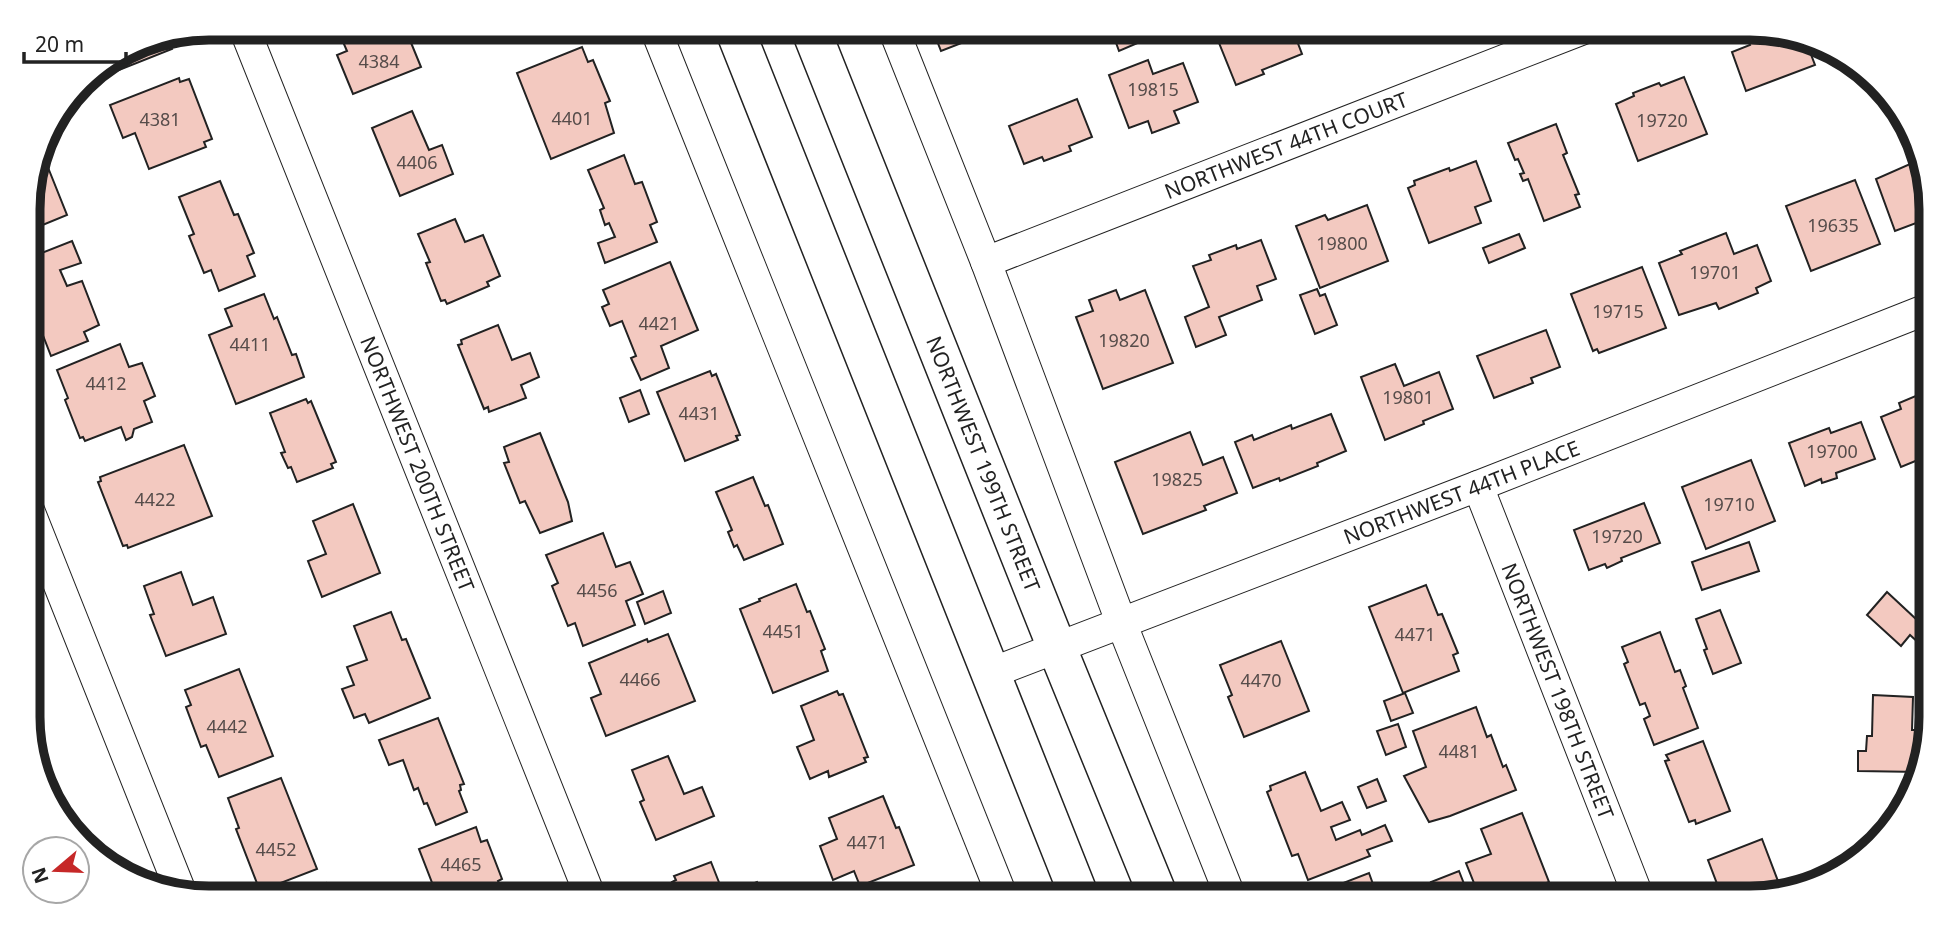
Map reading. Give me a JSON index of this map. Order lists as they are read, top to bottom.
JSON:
{
  "streets": {
    "main road": ["NORTHWEST 199TH STREET"],
    "street": [
      "NORTHWEST 44TH COURT",
      "NORTHWEST 200TH STREET",
      "NORTHWEST 44TH PLACE",
      "NORTHWEST 198TH STREET"
    ]
  },
  "crossings": [
    ["NORTHWEST 199TH STREET", "NORTHWEST 44TH PLACE"],
    ["NORTHWEST 44TH PLACE", "NORTHWEST 198TH STREET"]
  ],
  "house_numbers": [
    "4384",
    "19815",
    "4401",
    "4381",
    "19720",
    "4406",
    "19635",
    "19800",
    "19701",
    "19715",
    "4421",
    "19820",
    "4411",
    "4412",
    "19801",
    "4431",
    "19700",
    "19825",
    "4422",
    "19710",
    "19720",
    "4456",
    "4451",
    "4471",
    "4466",
    "4470",
    "4442",
    "4481",
    "4471",
    "4452",
    "4465"
  ],
  "scale_bar": "20 m",
  "north": "left"
}
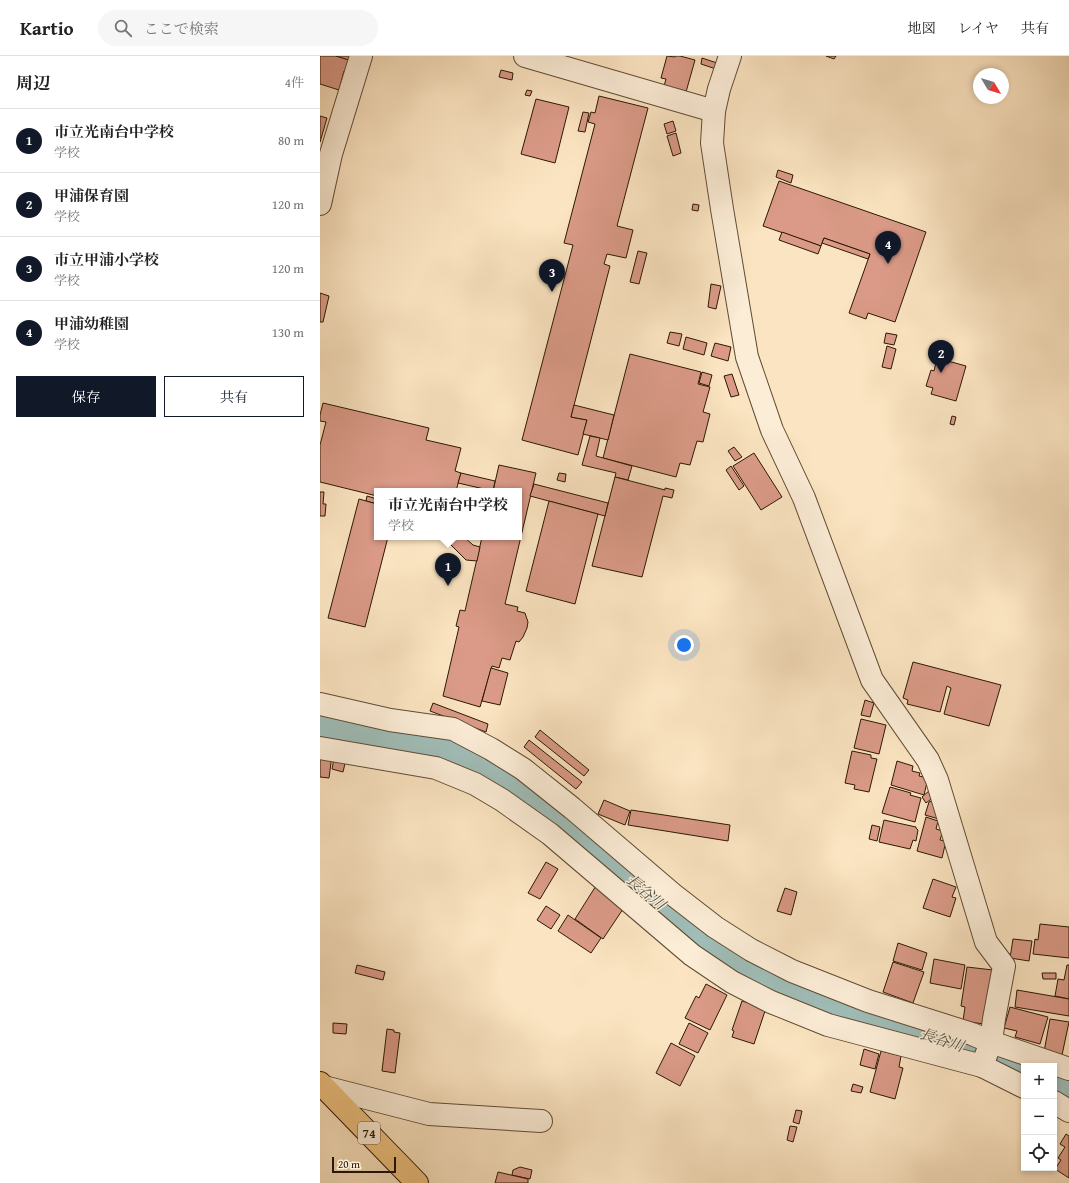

********

The answer should be the full material above, printed exactly, with no pictures in it.

> Exercise answer
Map reading. Give me a JSON index of this map. Order lists as they are read, top to bottom.
JSON:
{
  "streets": {
    "main road": ["NORTHWEST 199TH STREET"],
    "street": [
      "NORTHWEST 44TH COURT",
      "NORTHWEST 200TH STREET",
      "NORTHWEST 44TH PLACE",
      "NORTHWEST 198TH STREET"
    ]
  },
  "crossings": [
    ["NORTHWEST 199TH STREET", "NORTHWEST 44TH PLACE"],
    ["NORTHWEST 44TH PLACE", "NORTHWEST 198TH STREET"]
  ],
  "house_numbers": [
    "4384",
    "19815",
    "4401",
    "4381",
    "19720",
    "4406",
    "19635",
    "19800",
    "19701",
    "19715",
    "4421",
    "19820",
    "4411",
    "4412",
    "19801",
    "4431",
    "19700",
    "19825",
    "4422",
    "19710",
    "19720",
    "4456",
    "4451",
    "4471",
    "4466",
    "4470",
    "4442",
    "4481",
    "4471",
    "4452",
    "4465"
  ],
  "scale_bar": "20 m",
  "north": "left"
}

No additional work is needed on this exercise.